• Working data:
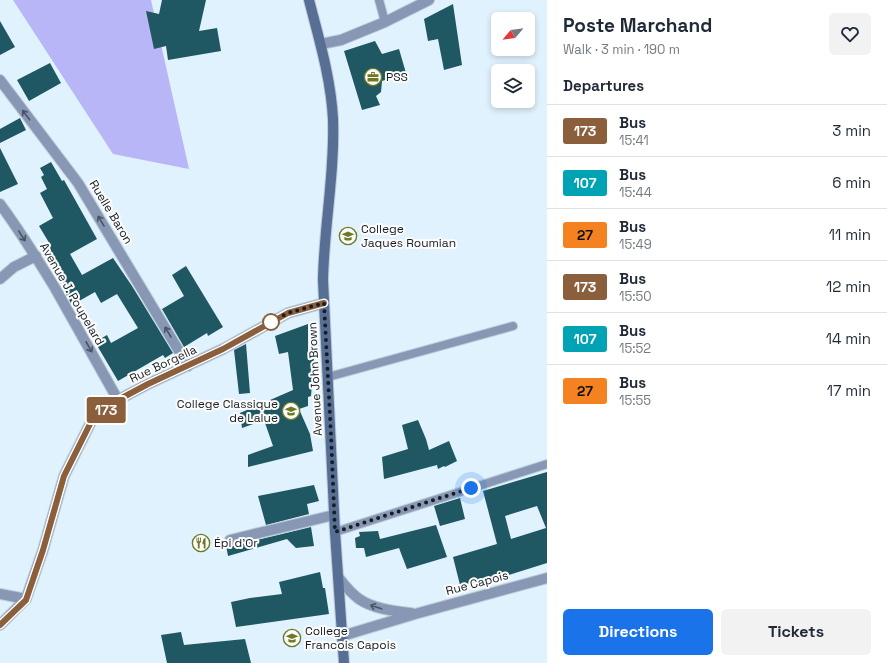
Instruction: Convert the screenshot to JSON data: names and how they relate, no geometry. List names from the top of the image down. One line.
{"streets":{"main road":["Avenue John Brown"],"street":["Ruelle Baron","Avenue J. Poupelard","Rue Borgella","Rue Capois"]},"crossings":[["Ruelle Baron","Rue Borgella"],["Avenue J. Poupelard","Rue Borgella"],["Rue Borgella","Avenue John Brown"],["Avenue John Brown","Rue Capois"]],"one_way":["Ruelle Baron","Avenue J. Poupelard"],"places":{"office":["PSS"],"school or university":["College Jaques Roumian","College Classique de Lalue","College Francois Capois"],"restaurant":["Épi d’Or"]},"lines":["bus line 173"],"north":"bottom left","page":{"on_map":"173","heading":[["Poste Marchand","Walk · 3 min · 190 m"],"Departures"],"list":[{"mark":"173","name":"Bus","note":"15:41","value":"3 min"},{"mark":"107","name":"Bus","note":"15:44","value":"6 min"},{"mark":"27","name":"Bus","note":"15:49","value":"11 min"},{"mark":"173","name":"Bus","note":"15:50","value":"12 min"},{"mark":"107","name":"Bus","note":"15:52","value":"14 min"},{"mark":"27","name":"Bus","note":"15:55","value":"17 min"}],"buttons":["Directions","Tickets"]}}
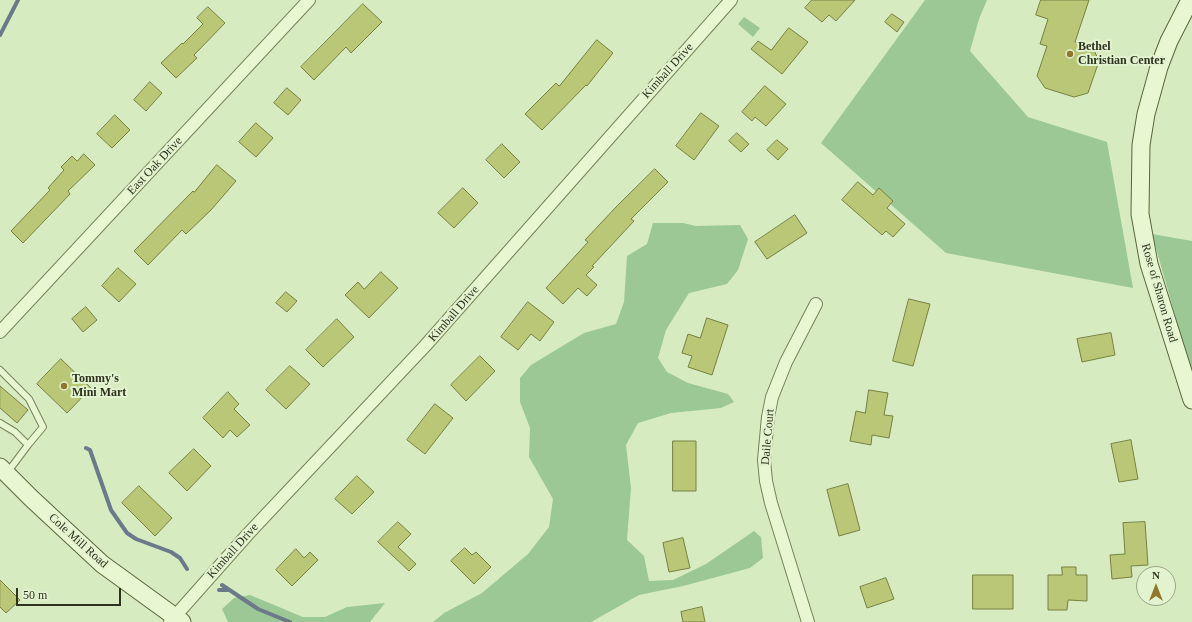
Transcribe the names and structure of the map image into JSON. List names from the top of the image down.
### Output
{
  "streets": {
    "street": [
      "Kimball Drive",
      "East Oak Drive",
      "Rose of Sharon Road",
      "Daile Court",
      "Cole Mill Road"
    ]
  },
  "crossings": [
    ["Kimball Drive", "Cole Mill Road"]
  ],
  "places": ["Bethel Christian Center", "Tommy's Mini Mart"],
  "scale_bar": "50 m",
  "north": "top"
}
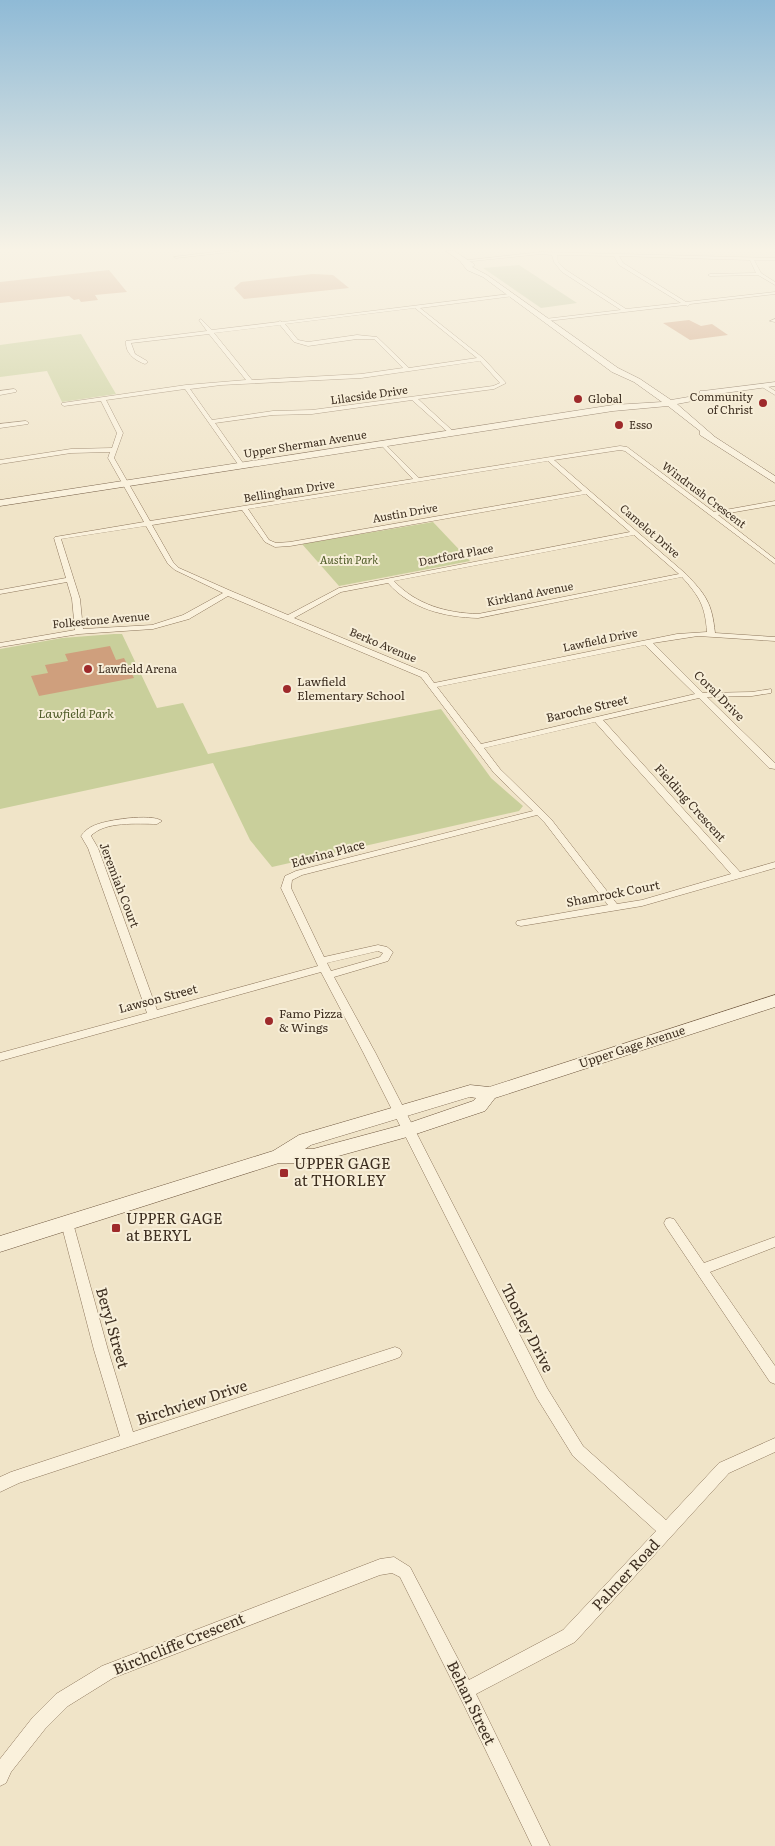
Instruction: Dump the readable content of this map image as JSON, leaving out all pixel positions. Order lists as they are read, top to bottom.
{
  "streets": {
    "main road": ["Upper Sherman Avenue", "Upper Gage Avenue"],
    "street": [
      "Lilacside Drive",
      "Bellingham Drive",
      "Windrush Crescent",
      "Austin Drive",
      "Camelot Drive",
      "Dartford Place",
      "Kirkland Avenue",
      "Folkestone Avenue",
      "Lawfield Drive",
      "Berko Avenue",
      "Coral Drive",
      "Baroche Street",
      "Fielding Crescent",
      "Edwina Place",
      "Jeremiah Court",
      "Shamrock Court",
      "Lawson Street",
      "Beryl Street",
      "Thorley Drive",
      "Birchview Drive",
      "Palmer Road",
      "Birchcliffe Crescent",
      "Behan Street"
    ]
  },
  "crossings": [
    ["Upper Sherman Avenue", "Berko Avenue"],
    ["Bellingham Drive", "Windrush Crescent"],
    ["Bellingham Drive", "Austin Drive"],
    ["Bellingham Drive", "Camelot Drive"],
    ["Bellingham Drive", "Folkestone Avenue"],
    ["Bellingham Drive", "Berko Avenue"],
    ["Austin Drive", "Camelot Drive"],
    ["Camelot Drive", "Dartford Place"],
    ["Camelot Drive", "Kirkland Avenue"],
    ["Camelot Drive", "Lawfield Drive"],
    ["Dartford Place", "Kirkland Avenue"],
    ["Dartford Place", "Berko Avenue"],
    ["Folkestone Avenue", "Berko Avenue"],
    ["Lawfield Drive", "Berko Avenue"],
    ["Lawfield Drive", "Coral Drive"],
    ["Berko Avenue", "Baroche Street"],
    ["Berko Avenue", "Edwina Place"],
    ["Berko Avenue", "Shamrock Court"],
    ["Coral Drive", "Baroche Street"],
    ["Baroche Street", "Fielding Crescent"],
    ["Fielding Crescent", "Shamrock Court"],
    ["Edwina Place", "Lawson Street"],
    ["Edwina Place", "Upper Gage Avenue"],
    ["Edwina Place", "Thorley Drive"],
    ["Jeremiah Court", "Lawson Street"],
    ["Upper Gage Avenue", "Beryl Street"],
    ["Upper Gage Avenue", "Thorley Drive"],
    ["Beryl Street", "Birchview Drive"],
    ["Thorley Drive", "Palmer Road"],
    ["Palmer Road", "Behan Street"],
    ["Birchcliffe Crescent", "Behan Street"]
  ],
  "parks": ["Austin Park", "Lawfield Park"],
  "places": {
    "other": [
      "Global",
      "Community of Christ",
      "Esso",
      "Lawfield Arena",
      "Lawfield Elementary School",
      "Famo Pizza & Wings"
    ],
    "transit": ["UPPER GAGE at THORLEY", "UPPER GAGE at BERYL"]
  }
}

• Work task: Print all of the records shown above exactly, leaving out each picture.

• Answer section:
Instruction: Convert the screenshot to JSON data: names and how they relate, no geometry. List names from the top of the image down. One line.
{"streets":{"main road":["Avenue John Brown"],"street":["Ruelle Baron","Avenue J. Poupelard","Rue Borgella","Rue Capois"]},"crossings":[["Ruelle Baron","Rue Borgella"],["Avenue J. Poupelard","Rue Borgella"],["Rue Borgella","Avenue John Brown"],["Avenue John Brown","Rue Capois"]],"one_way":["Ruelle Baron","Avenue J. Poupelard"],"places":{"office":["PSS"],"school or university":["College Jaques Roumian","College Classique de Lalue","College Francois Capois"],"restaurant":["Épi d’Or"]},"lines":["bus line 173"],"north":"bottom left","page":{"on_map":"173","heading":[["Poste Marchand","Walk · 3 min · 190 m"],"Departures"],"list":[{"mark":"173","name":"Bus","note":"15:41","value":"3 min"},{"mark":"107","name":"Bus","note":"15:44","value":"6 min"},{"mark":"27","name":"Bus","note":"15:49","value":"11 min"},{"mark":"173","name":"Bus","note":"15:50","value":"12 min"},{"mark":"107","name":"Bus","note":"15:52","value":"14 min"},{"mark":"27","name":"Bus","note":"15:55","value":"17 min"}],"buttons":["Directions","Tickets"]}}
Transcribe the names and structure of the map image into JSON. List names from the top of the image down.
### Output
{
  "streets": {
    "street": [
      "Kimball Drive",
      "East Oak Drive",
      "Rose of Sharon Road",
      "Daile Court",
      "Cole Mill Road"
    ]
  },
  "crossings": [
    ["Kimball Drive", "Cole Mill Road"]
  ],
  "places": ["Bethel Christian Center", "Tommy's Mini Mart"],
  "scale_bar": "50 m",
  "north": "top"
}
Instruction: Dump the readable content of this map image as JSON, leaving out all pixel positions. Order lists as they are read, top to bottom.
{
  "streets": {
    "main road": ["Upper Sherman Avenue", "Upper Gage Avenue"],
    "street": [
      "Lilacside Drive",
      "Bellingham Drive",
      "Windrush Crescent",
      "Austin Drive",
      "Camelot Drive",
      "Dartford Place",
      "Kirkland Avenue",
      "Folkestone Avenue",
      "Lawfield Drive",
      "Berko Avenue",
      "Coral Drive",
      "Baroche Street",
      "Fielding Crescent",
      "Edwina Place",
      "Jeremiah Court",
      "Shamrock Court",
      "Lawson Street",
      "Beryl Street",
      "Thorley Drive",
      "Birchview Drive",
      "Palmer Road",
      "Birchcliffe Crescent",
      "Behan Street"
    ]
  },
  "crossings": [
    ["Upper Sherman Avenue", "Berko Avenue"],
    ["Bellingham Drive", "Windrush Crescent"],
    ["Bellingham Drive", "Austin Drive"],
    ["Bellingham Drive", "Camelot Drive"],
    ["Bellingham Drive", "Folkestone Avenue"],
    ["Bellingham Drive", "Berko Avenue"],
    ["Austin Drive", "Camelot Drive"],
    ["Camelot Drive", "Dartford Place"],
    ["Camelot Drive", "Kirkland Avenue"],
    ["Camelot Drive", "Lawfield Drive"],
    ["Dartford Place", "Kirkland Avenue"],
    ["Dartford Place", "Berko Avenue"],
    ["Folkestone Avenue", "Berko Avenue"],
    ["Lawfield Drive", "Berko Avenue"],
    ["Lawfield Drive", "Coral Drive"],
    ["Berko Avenue", "Baroche Street"],
    ["Berko Avenue", "Edwina Place"],
    ["Berko Avenue", "Shamrock Court"],
    ["Coral Drive", "Baroche Street"],
    ["Baroche Street", "Fielding Crescent"],
    ["Fielding Crescent", "Shamrock Court"],
    ["Edwina Place", "Lawson Street"],
    ["Edwina Place", "Upper Gage Avenue"],
    ["Edwina Place", "Thorley Drive"],
    ["Jeremiah Court", "Lawson Street"],
    ["Upper Gage Avenue", "Beryl Street"],
    ["Upper Gage Avenue", "Thorley Drive"],
    ["Beryl Street", "Birchview Drive"],
    ["Thorley Drive", "Palmer Road"],
    ["Palmer Road", "Behan Street"],
    ["Birchcliffe Crescent", "Behan Street"]
  ],
  "parks": ["Austin Park", "Lawfield Park"],
  "places": {
    "other": [
      "Global",
      "Community of Christ",
      "Esso",
      "Lawfield Arena",
      "Lawfield Elementary School",
      "Famo Pizza & Wings"
    ],
    "transit": ["UPPER GAGE at THORLEY", "UPPER GAGE at BERYL"]
  }
}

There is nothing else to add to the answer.